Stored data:

==============================

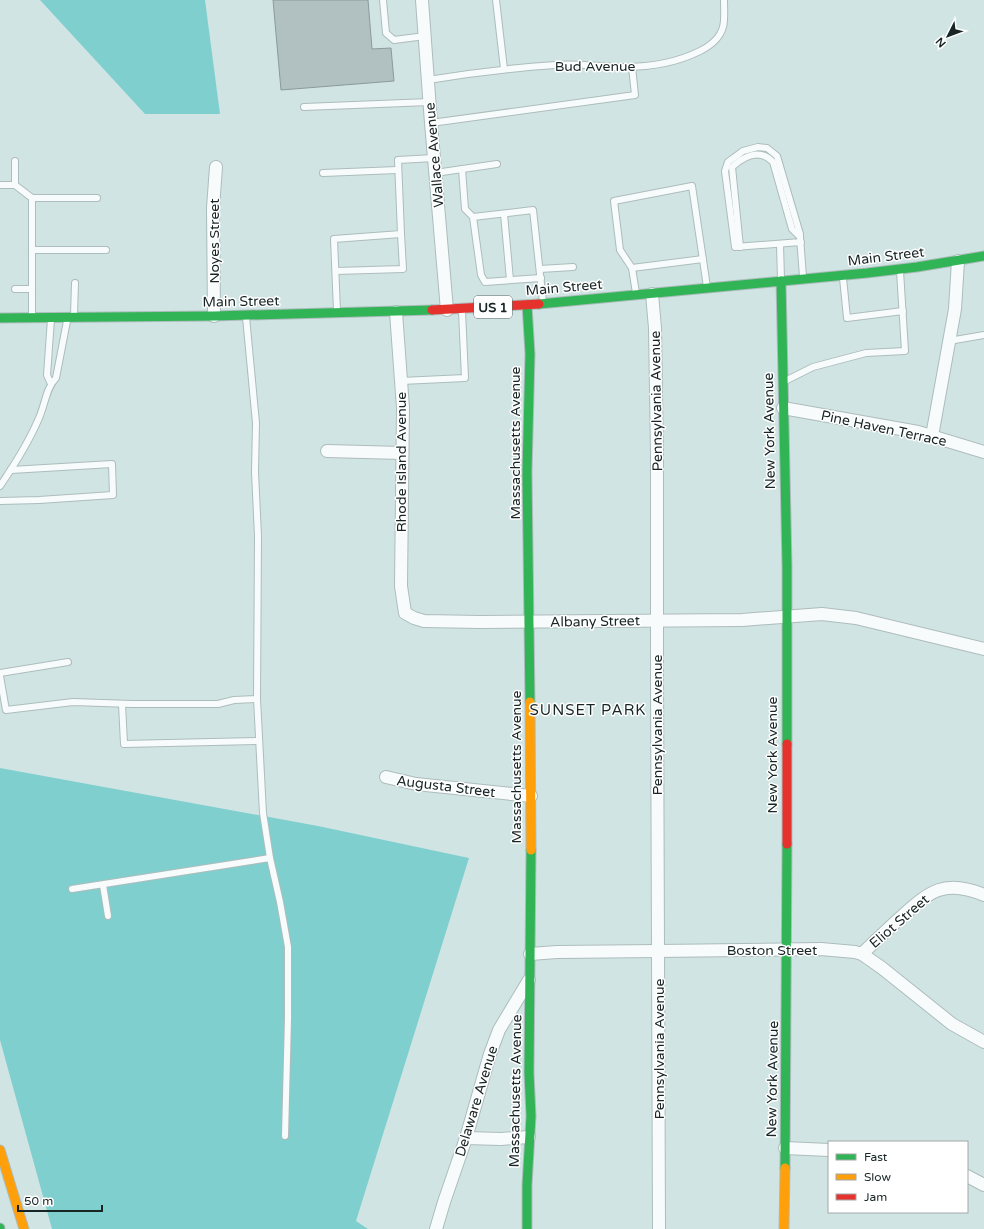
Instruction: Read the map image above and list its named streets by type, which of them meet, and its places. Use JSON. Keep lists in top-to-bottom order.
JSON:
{
  "streets": {
    "main road": [
      "Main Street",
      "US 1",
      "New York Avenue",
      "Massachusetts Avenue"
    ],
    "street": [
      "Wallace Avenue",
      "Noyes Street",
      "Pennsylvania Avenue",
      "Pine Haven Terrace",
      "Rhode Island Avenue",
      "Albany Street",
      "Augusta Street",
      "Eliot Street",
      "Boston Street",
      "Delaware Avenue"
    ],
    "lane": ["Bud Avenue"]
  },
  "crossings": [
    ["Bud Avenue", "Wallace Avenue"],
    ["Wallace Avenue", "Main Street"],
    ["Noyes Street", "Main Street"],
    ["Main Street", "Pennsylvania Avenue"],
    ["Main Street", "New York Avenue"],
    ["Main Street", "Massachusetts Avenue"],
    ["Main Street", "Rhode Island Avenue"],
    ["Pennsylvania Avenue", "Albany Street"],
    ["Pennsylvania Avenue", "Boston Street"],
    ["Pine Haven Terrace", "New York Avenue"],
    ["New York Avenue", "Albany Street"],
    ["New York Avenue", "Boston Street"],
    ["Massachusetts Avenue", "Albany Street"],
    ["Massachusetts Avenue", "Augusta Street"],
    ["Massachusetts Avenue", "Boston Street"],
    ["Massachusetts Avenue", "Delaware Avenue"],
    ["Rhode Island Avenue", "Albany Street"],
    ["Eliot Street", "Boston Street"]
  ],
  "districts": ["SUNSET PARK"],
  "legend": ["Fast", "Slow", "Jam"],
  "scale_bar": "50 m",
  "north": "bottom left"
}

==============================

Check each line above for the string "Island" and show the ones that have it.

      "Rhode Island Avenue",
    ["Main Street", "Rhode Island Avenue"],
    ["Rhode Island Avenue", "Albany Street"],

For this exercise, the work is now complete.